- **YOUR GOAL**: Copy out all lines in the data below containing the string "serif".

- **Collected data entries**:
[Start of Attachment]

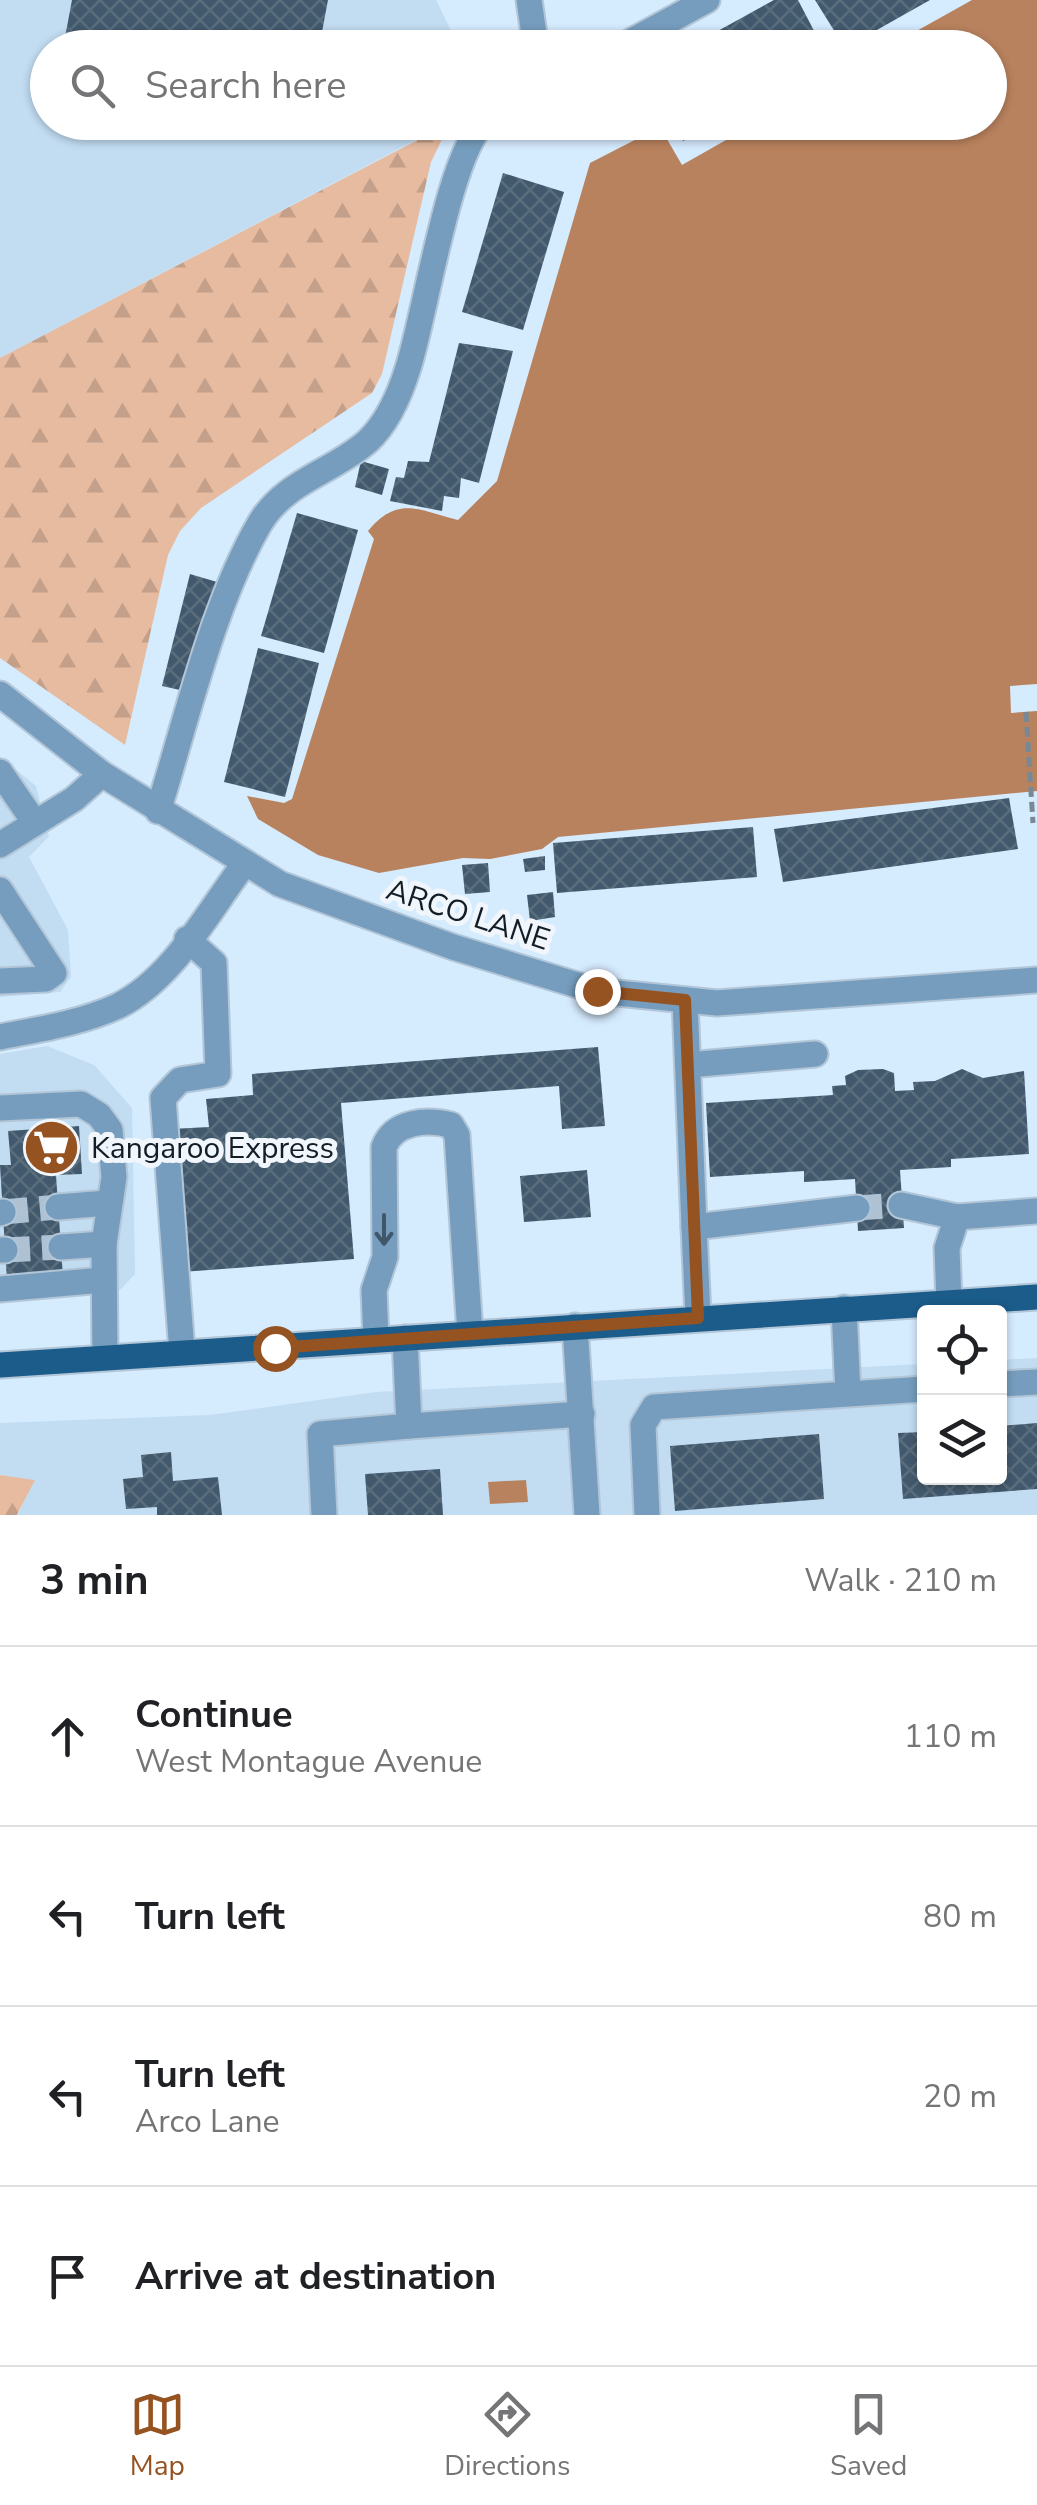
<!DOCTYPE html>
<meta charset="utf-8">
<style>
:root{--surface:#fff;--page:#f6f6f6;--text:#202124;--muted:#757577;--line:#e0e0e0;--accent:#965322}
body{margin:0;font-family:"Nunito Sans",sans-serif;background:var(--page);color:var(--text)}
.controls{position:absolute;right:30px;bottom:30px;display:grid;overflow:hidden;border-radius:10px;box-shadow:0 2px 8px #0004}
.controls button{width:90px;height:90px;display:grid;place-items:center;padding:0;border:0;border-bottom:2px solid var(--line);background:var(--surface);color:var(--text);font:50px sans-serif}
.stop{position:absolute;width:30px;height:30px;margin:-22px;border:8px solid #965322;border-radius:50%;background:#fff}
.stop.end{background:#965322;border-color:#fff;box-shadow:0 2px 10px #0008}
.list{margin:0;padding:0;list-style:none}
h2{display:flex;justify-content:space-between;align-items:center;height:130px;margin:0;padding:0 40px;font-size:42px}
h2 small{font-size:32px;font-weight:400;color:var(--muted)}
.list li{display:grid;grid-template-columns:65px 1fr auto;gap:30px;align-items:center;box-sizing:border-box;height:180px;padding:0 40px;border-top:2px solid var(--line)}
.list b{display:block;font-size:38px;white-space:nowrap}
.list p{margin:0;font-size:32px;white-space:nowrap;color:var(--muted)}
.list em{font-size:32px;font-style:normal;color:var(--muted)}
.icon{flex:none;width:55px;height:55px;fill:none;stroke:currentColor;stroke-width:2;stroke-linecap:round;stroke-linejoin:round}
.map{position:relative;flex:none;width:1037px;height:1515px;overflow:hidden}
.search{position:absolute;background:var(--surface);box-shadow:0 2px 8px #0004;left:30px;right:30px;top:30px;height:110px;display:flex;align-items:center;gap:25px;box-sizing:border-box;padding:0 35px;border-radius:55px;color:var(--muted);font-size:38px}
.sheet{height:850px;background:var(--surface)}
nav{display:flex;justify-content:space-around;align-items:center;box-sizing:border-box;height:140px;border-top:2px solid var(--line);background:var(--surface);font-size:28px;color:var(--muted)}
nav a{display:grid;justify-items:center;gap:5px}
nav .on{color:var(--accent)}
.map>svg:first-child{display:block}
</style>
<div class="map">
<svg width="1037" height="1515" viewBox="0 0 1037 1515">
<defs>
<pattern id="forest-firs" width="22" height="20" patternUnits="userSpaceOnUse" patternTransform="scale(2.5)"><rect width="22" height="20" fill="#e6bba0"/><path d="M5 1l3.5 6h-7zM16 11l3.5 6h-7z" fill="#c4a08a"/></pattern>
<pattern id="building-cross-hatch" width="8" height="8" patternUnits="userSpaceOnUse" patternTransform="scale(2.5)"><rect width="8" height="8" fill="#42596d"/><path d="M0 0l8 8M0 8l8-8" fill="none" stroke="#5a6d7d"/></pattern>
</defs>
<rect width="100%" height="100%" fill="#d5ebfe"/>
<g fill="#c2dcf2">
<path d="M0,0H436L459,47L48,48V122L448,123L0,358Z"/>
<path d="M0,757L36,786L49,836L29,857L68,930L71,977L60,992L0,997Z"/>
<path d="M47,1046L94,1065L132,1108L135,1274L120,1290L0,1296V1054Z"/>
<path d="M1037,1358V1515H18L34,1480L0,1475V1423L210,1415L376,1392L924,1364V1478H1000V1360Z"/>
</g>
<g fill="url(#forest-firs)">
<path d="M450,123L431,162L382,374L372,393L201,508L180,531L168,555L125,745L0,658V358Z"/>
<path d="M0,1475L35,1480L17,1515H0Z"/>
</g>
<g fill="#b9825e">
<path d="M972,0H1037V791L558,837L542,849L490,859L463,858L379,873L318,855L258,819L247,796L284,803L292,799L374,539L368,531C398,495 418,510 458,520L497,481L590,163L660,127L682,165L756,123L990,122V48L888,47Z"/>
<path d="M526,1480L528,1502L490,1504L488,1482Z"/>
</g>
<path fill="#d5ebfe" d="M1037,684V711L1011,713L1010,686Z"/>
<g fill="url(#building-cross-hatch)">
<path d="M72,0H328L319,48H63Z"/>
<path d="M774,0H798L823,48H687Z"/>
<path d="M815,0H930L845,48Z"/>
<path d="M673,122H716L683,141Z"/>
<path d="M503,173L564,192L523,330L462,312Z"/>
<path d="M459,343L513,351L479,483L461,478L459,498L444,496L442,511L390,501L396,477L404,478L408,461L429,462Z"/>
<path d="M361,461L389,469L382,495L355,487Z"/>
<path d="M297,513L358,530L324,653L261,636Z"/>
<path d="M190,574L217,582L189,692L162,686Z"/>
<path d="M258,648L319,663L285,797L224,782Z"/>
<path d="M1009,798L1018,849L783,882L774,829Z"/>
<path d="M753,827L757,877L557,893L553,843Z"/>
<path d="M545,856V870L525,872L523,859Z"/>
<path d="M488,863L490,892L465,894L462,865Z"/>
<path d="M553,892L555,917L530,921L527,895Z"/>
<path d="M598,1047L605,1126L562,1129L559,1086L341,1103L354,1259L182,1272L171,1129L209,1127L206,1099L253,1095L252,1074Z"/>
<path d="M883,1069L894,1073L895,1091L914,1090L913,1082L935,1081L962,1069L983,1078L1024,1071L1029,1154L951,1159V1167L900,1170L904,1228L858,1231L855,1179L804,1182V1171L710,1177L706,1103L833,1095L832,1086L846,1085L845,1076L858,1070Z"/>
<path d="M79,1126L82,1174L56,1175L63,1277L7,1281L0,1165H11L8,1131Z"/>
<path d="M587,1170L591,1217L524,1222L520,1176Z"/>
<path d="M1037,1423V1489L903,1499L898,1433L924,1432V1478H1000V1426Z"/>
<path d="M819,1434L824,1499L675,1511L670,1446Z"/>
<path d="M171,1452L173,1481L218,1477L222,1515H157V1507L126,1509L123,1479L143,1477L141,1455Z"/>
<path d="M440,1469L443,1515H368L365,1474Z"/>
</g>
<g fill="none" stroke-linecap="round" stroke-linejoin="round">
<g stroke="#aec2d3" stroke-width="25" stroke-dasharray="25 12" stroke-linecap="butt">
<path d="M857,1208L901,1205"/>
<path d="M3,1212L58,1207"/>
<path d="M5,1250L61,1247"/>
</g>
<defs>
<g id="minor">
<path d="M529,0L536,48"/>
<path d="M619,48L707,0"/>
<path d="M0,694L102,774L280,884L453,947L597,991L717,1003L1037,980"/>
<path d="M0,772L35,823"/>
<path d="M158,811C186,722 213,603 260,523C285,481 333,472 368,441C388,422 400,394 408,368C425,317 449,151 485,122"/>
<path d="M0,845L74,799L102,774"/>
<path d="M0,890L54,973L46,979L0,981"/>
<path d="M685,1000L694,1227"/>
<path d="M0,1037C40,1029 81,1023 118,1006C173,979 209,910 245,863"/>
<path d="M688,1065L815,1054"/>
<path d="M0,1108L81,1104L99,1115L110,1130L114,1177L104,1244L105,1357"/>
<path d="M901,1205L957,1217"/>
<path d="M58,1207L107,1203"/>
<path d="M0,1213L3,1212"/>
<path d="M61,1247L104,1244"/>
<path d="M0,1250H5"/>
<path d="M0,1289L103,1280"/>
<path d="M949,1303L947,1248L957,1217L1037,1211"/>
<path d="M844,1308L848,1393"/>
<path d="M698,1317L694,1227L857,1208"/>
<path d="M575,1326L587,1515"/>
<path d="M376,1340L374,1290L385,1257L384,1147C394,1121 426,1119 451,1125L457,1135L470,1334"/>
<path d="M182,1352L163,1098L180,1080L218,1074L214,963L187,939"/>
<path d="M1000,1384L1037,1382"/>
<path d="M409,1426L582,1414"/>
<path d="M324,1515L320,1434L409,1426L405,1338"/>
<path d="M647,1515L643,1425L654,1407L924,1389"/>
</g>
<path id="major" d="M0,1365L1037,1297"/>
</defs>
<use href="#minor" stroke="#b2c6d7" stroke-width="29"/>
<use href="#major" stroke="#b2c6d7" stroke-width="29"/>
<path stroke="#788895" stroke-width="5" stroke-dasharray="10 5" stroke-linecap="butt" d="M1026,712L1033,823"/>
<use href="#minor" stroke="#769dbe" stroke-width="25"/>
<use href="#major" stroke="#1b5c8a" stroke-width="25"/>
</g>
<defs><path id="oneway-shaft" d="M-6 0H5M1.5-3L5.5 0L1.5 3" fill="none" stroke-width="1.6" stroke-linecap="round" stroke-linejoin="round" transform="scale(2.5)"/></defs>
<use stroke="#40576a" href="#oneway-shaft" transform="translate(384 1230) rotate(90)"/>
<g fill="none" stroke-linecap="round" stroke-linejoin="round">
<path stroke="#965322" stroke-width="12" d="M275,1348L698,1318L685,1000L597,991"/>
</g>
<defs>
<symbol id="supermarket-disc" viewBox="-11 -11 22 22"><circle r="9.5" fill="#965322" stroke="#f0f6fb"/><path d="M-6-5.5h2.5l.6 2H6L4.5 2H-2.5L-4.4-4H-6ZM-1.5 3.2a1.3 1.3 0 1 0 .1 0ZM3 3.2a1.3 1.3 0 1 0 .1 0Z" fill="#fff"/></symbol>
</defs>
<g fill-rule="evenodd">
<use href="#supermarket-disc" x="20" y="1116" width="63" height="63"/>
</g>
<g text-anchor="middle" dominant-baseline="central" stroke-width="10" stroke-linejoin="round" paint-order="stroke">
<g font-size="30" fill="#131d25" stroke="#f0f6fb">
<text transform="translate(468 915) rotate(18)">ARCO LANE</text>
</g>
<g font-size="30" fill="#131d25" stroke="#f0f6fb" text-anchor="start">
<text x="91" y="1148">Kangaroo Express</text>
</g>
</g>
</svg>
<div class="controls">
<button><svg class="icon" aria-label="locate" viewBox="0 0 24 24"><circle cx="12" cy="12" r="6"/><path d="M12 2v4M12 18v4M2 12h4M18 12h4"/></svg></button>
<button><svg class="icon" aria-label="layers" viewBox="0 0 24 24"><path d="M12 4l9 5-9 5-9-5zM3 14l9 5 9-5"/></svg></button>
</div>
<div class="stop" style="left:275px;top:1348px"></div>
<div class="stop end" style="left:597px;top:991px"></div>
<div class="search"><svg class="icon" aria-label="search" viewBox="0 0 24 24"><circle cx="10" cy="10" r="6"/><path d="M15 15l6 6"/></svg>Search here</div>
</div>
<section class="sheet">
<h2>3 min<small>Walk · 210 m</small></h2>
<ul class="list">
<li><svg class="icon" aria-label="ahead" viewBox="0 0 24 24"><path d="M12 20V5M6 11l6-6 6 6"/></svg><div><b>Continue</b><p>West Montague Avenue</p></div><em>110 m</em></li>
<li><svg class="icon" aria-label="left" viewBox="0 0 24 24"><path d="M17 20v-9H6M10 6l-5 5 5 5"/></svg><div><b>Turn left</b></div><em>80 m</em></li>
<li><svg class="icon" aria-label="left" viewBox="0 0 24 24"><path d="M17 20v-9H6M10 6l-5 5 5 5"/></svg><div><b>Turn left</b><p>Arco Lane</p></div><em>20 m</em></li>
<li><svg class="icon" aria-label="arrive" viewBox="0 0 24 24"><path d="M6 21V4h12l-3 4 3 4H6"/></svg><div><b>Arrive at destination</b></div></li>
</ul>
</section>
<nav>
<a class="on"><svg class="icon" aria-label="map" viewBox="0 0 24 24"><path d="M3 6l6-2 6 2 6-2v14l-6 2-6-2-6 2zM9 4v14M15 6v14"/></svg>Map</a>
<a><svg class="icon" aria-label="directions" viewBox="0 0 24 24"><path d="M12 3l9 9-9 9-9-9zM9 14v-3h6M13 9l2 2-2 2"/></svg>Directions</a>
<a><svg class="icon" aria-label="saved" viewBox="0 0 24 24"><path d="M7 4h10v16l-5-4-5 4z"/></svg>Saved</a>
</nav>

[End of Attachment]

- **REPLY**:
body{margin:0;font-family:"Nunito Sans",sans-serif;background:var(--page);color:var(--text)}
.controls button{width:90px;height:90px;display:grid;place-items:center;padding:0;border:0;border-bottom:2px solid var(--line);background:var(--surface);color:var(--text);font:50px sans-serif}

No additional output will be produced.